Data extracted from a collection

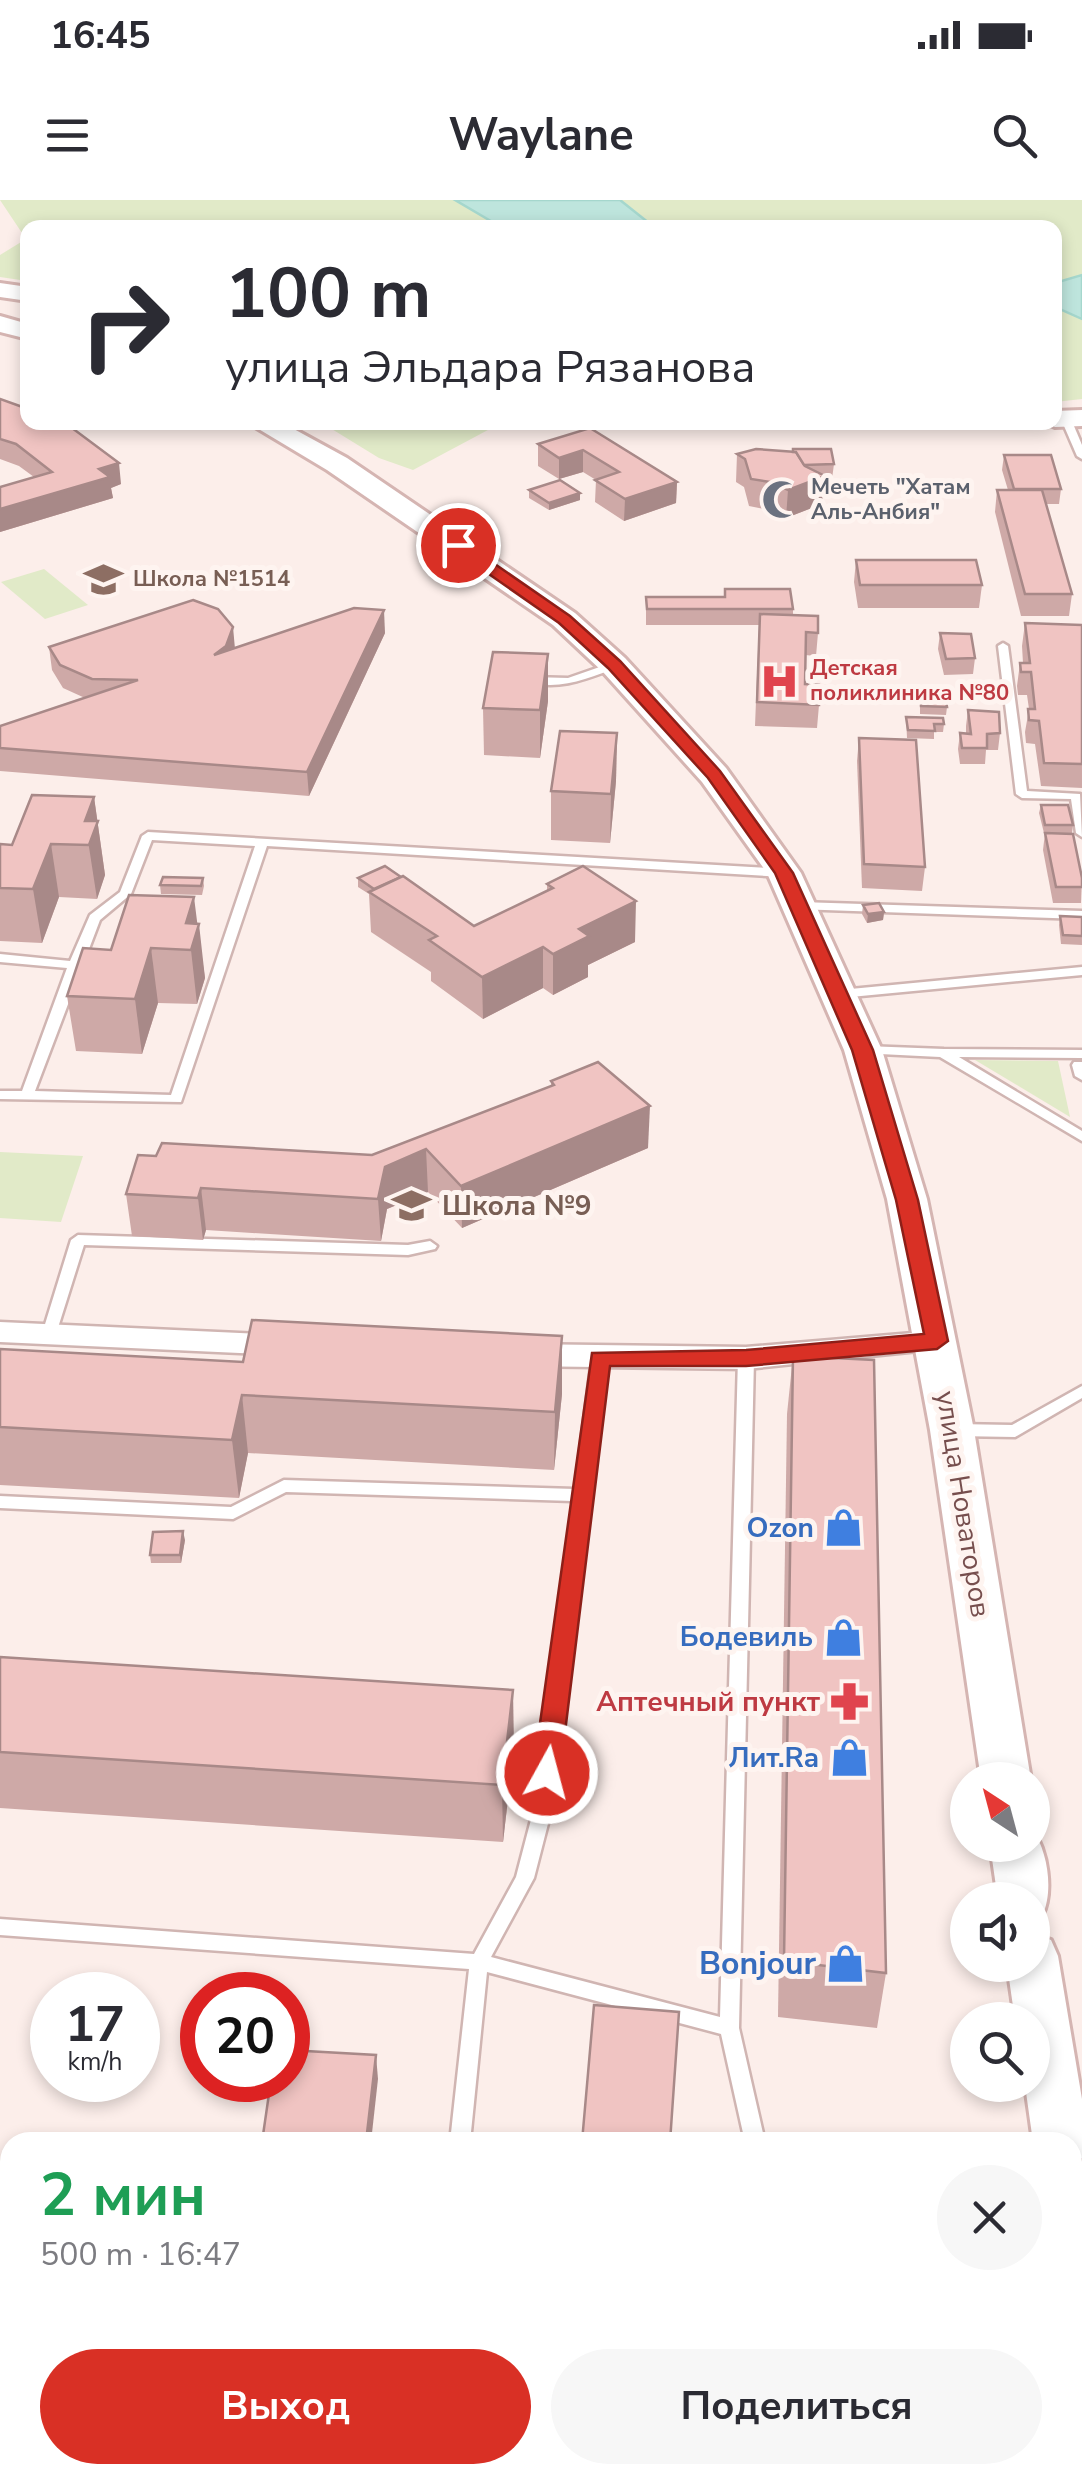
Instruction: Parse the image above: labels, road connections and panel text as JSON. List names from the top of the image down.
{
  "streets": {
    "street": ["улица Новаторов"]
  },
  "places": {
    "mosque": ["Мечеть \"Хатам Аль-Анбия\""],
    "school or university": ["Школа №1514", "Школа №9"],
    "hospital": ["Детская поликлиника №80"],
    "shop": [
      "Ozon",
      "Бодевиль",
      "Лит.Ra",
      "Bonjour"
    ],
    "pharmacy": ["Аптечный пункт"]
  },
  "north": "top left",
  "page": {
    "status": "16:45",
    "header": "Waylane",
    "turn": ["100 m", "улица Эльдара Рязанова"],
    "speed": "17 km/h",
    "limit": "20",
    "heading": ["2 мин", "500 m · 16:47"],
    "buttons": ["Выход", "Поделиться"]
  }
}
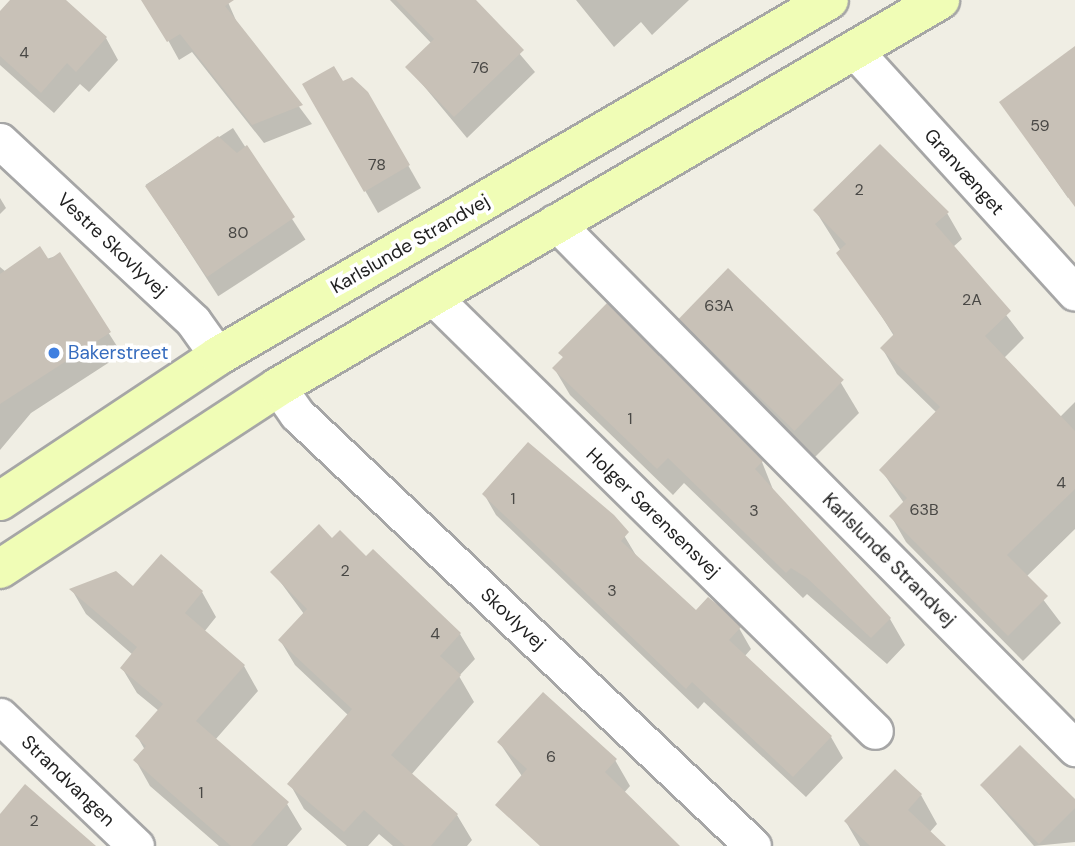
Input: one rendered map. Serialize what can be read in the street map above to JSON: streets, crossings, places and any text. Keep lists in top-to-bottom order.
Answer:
{
  "streets": {
    "main road": ["Karlslunde Strandvej"],
    "street": [
      "Granvænget",
      "Vestre Skovlyvej",
      "Holger Sørensensvej",
      "Skovlyvej",
      "Strandvangen"
    ]
  },
  "crossings": [
    ["Karlslunde Strandvej", "Vestre Skovlyvej"]
  ],
  "places": ["Bakerstreet"],
  "house_numbers": [
    "4",
    "76",
    "59",
    "78",
    "2",
    "80",
    "2A",
    "63A",
    "1",
    "4",
    "1",
    "63B",
    "3",
    "2",
    "3",
    "4",
    "6",
    "1",
    "2"
  ]
}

WORK ORDER: Give back all of the entries above exactly, with the pictures excluded.

EXERCISE RESPONSE:
Instruction: Parse the image above: labels, road connections and panel text as JSON. List names from the top of the image down.
{
  "streets": {
    "street": ["улица Новаторов"]
  },
  "places": {
    "mosque": ["Мечеть \"Хатам Аль-Анбия\""],
    "school or university": ["Школа №1514", "Школа №9"],
    "hospital": ["Детская поликлиника №80"],
    "shop": [
      "Ozon",
      "Бодевиль",
      "Лит.Ra",
      "Bonjour"
    ],
    "pharmacy": ["Аптечный пункт"]
  },
  "north": "top left",
  "page": {
    "status": "16:45",
    "header": "Waylane",
    "turn": ["100 m", "улица Эльдара Рязанова"],
    "speed": "17 km/h",
    "limit": "20",
    "heading": ["2 мин", "500 m · 16:47"],
    "buttons": ["Выход", "Поделиться"]
  }
}
Input: one rendered map. Serialize what can be read in the street map above to JSON: streets, crossings, places and any text. Keep lists in top-to-bottom order.
Answer:
{
  "streets": {
    "main road": ["Karlslunde Strandvej"],
    "street": [
      "Granvænget",
      "Vestre Skovlyvej",
      "Holger Sørensensvej",
      "Skovlyvej",
      "Strandvangen"
    ]
  },
  "crossings": [
    ["Karlslunde Strandvej", "Vestre Skovlyvej"]
  ],
  "places": ["Bakerstreet"],
  "house_numbers": [
    "4",
    "76",
    "59",
    "78",
    "2",
    "80",
    "2A",
    "63A",
    "1",
    "4",
    "1",
    "63B",
    "3",
    "2",
    "3",
    "4",
    "6",
    "1",
    "2"
  ]
}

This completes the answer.